> **Saved entries**
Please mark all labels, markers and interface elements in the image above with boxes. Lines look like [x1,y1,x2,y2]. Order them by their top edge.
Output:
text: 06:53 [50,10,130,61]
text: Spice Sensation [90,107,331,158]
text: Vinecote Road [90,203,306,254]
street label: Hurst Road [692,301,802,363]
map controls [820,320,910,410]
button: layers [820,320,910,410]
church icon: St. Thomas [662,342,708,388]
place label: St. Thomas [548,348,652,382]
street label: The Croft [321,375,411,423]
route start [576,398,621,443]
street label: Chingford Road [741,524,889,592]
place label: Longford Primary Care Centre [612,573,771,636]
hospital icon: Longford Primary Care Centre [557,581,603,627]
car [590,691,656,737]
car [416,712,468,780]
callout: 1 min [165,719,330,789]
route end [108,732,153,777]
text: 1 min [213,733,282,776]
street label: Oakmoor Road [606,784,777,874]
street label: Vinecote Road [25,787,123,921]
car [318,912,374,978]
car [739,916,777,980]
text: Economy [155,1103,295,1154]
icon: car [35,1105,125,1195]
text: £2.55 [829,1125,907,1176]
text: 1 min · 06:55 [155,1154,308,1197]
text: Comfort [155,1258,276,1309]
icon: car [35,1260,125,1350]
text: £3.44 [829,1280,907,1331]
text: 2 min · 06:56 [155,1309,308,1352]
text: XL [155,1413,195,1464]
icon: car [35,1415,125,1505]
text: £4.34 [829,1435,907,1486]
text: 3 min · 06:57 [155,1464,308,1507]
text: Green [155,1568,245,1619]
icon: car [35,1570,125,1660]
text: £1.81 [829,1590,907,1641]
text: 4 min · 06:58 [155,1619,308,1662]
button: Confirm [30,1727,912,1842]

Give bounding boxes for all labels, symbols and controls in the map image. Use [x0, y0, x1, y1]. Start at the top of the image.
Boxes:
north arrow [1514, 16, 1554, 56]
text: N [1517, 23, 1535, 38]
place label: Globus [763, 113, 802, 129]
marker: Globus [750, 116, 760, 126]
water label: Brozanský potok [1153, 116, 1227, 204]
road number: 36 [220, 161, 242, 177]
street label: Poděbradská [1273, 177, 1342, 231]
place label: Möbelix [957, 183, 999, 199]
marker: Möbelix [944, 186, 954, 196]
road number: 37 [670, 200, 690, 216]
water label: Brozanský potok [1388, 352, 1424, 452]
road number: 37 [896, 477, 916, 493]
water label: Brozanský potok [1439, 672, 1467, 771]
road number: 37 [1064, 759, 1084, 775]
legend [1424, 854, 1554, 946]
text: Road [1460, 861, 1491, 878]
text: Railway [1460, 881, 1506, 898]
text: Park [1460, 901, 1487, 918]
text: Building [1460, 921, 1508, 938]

> **Your task**
All the data above must be copied again. Leave nothing out.

> **Reply**
Please mark all labels, markers and interface elements in the image above with boxes. Lines look like [x1,y1,x2,y2]. Order them by their top edge.
Output:
text: 06:53 [50,10,130,61]
text: Spice Sensation [90,107,331,158]
text: Vinecote Road [90,203,306,254]
street label: Hurst Road [692,301,802,363]
map controls [820,320,910,410]
button: layers [820,320,910,410]
church icon: St. Thomas [662,342,708,388]
place label: St. Thomas [548,348,652,382]
street label: The Croft [321,375,411,423]
route start [576,398,621,443]
street label: Chingford Road [741,524,889,592]
place label: Longford Primary Care Centre [612,573,771,636]
hospital icon: Longford Primary Care Centre [557,581,603,627]
car [590,691,656,737]
car [416,712,468,780]
callout: 1 min [165,719,330,789]
route end [108,732,153,777]
text: 1 min [213,733,282,776]
street label: Oakmoor Road [606,784,777,874]
street label: Vinecote Road [25,787,123,921]
car [318,912,374,978]
car [739,916,777,980]
text: Economy [155,1103,295,1154]
icon: car [35,1105,125,1195]
text: £2.55 [829,1125,907,1176]
text: 1 min · 06:55 [155,1154,308,1197]
text: Comfort [155,1258,276,1309]
icon: car [35,1260,125,1350]
text: £3.44 [829,1280,907,1331]
text: 2 min · 06:56 [155,1309,308,1352]
text: XL [155,1413,195,1464]
icon: car [35,1415,125,1505]
text: £4.34 [829,1435,907,1486]
text: 3 min · 06:57 [155,1464,308,1507]
text: Green [155,1568,245,1619]
icon: car [35,1570,125,1660]
text: £1.81 [829,1590,907,1641]
text: 4 min · 06:58 [155,1619,308,1662]
button: Confirm [30,1727,912,1842]

Give bounding boxes for all labels, symbols and controls in the map image. Use [x0, y0, x1, y1]. Start at the top of the image.
Boxes:
north arrow [1514, 16, 1554, 56]
text: N [1517, 23, 1535, 38]
place label: Globus [763, 113, 802, 129]
marker: Globus [750, 116, 760, 126]
water label: Brozanský potok [1153, 116, 1227, 204]
road number: 36 [220, 161, 242, 177]
street label: Poděbradská [1273, 177, 1342, 231]
place label: Möbelix [957, 183, 999, 199]
marker: Möbelix [944, 186, 954, 196]
road number: 37 [670, 200, 690, 216]
water label: Brozanský potok [1388, 352, 1424, 452]
road number: 37 [896, 477, 916, 493]
water label: Brozanský potok [1439, 672, 1467, 771]
road number: 37 [1064, 759, 1084, 775]
legend [1424, 854, 1554, 946]
text: Road [1460, 861, 1491, 878]
text: Railway [1460, 881, 1506, 898]
text: Park [1460, 901, 1487, 918]
text: Building [1460, 921, 1508, 938]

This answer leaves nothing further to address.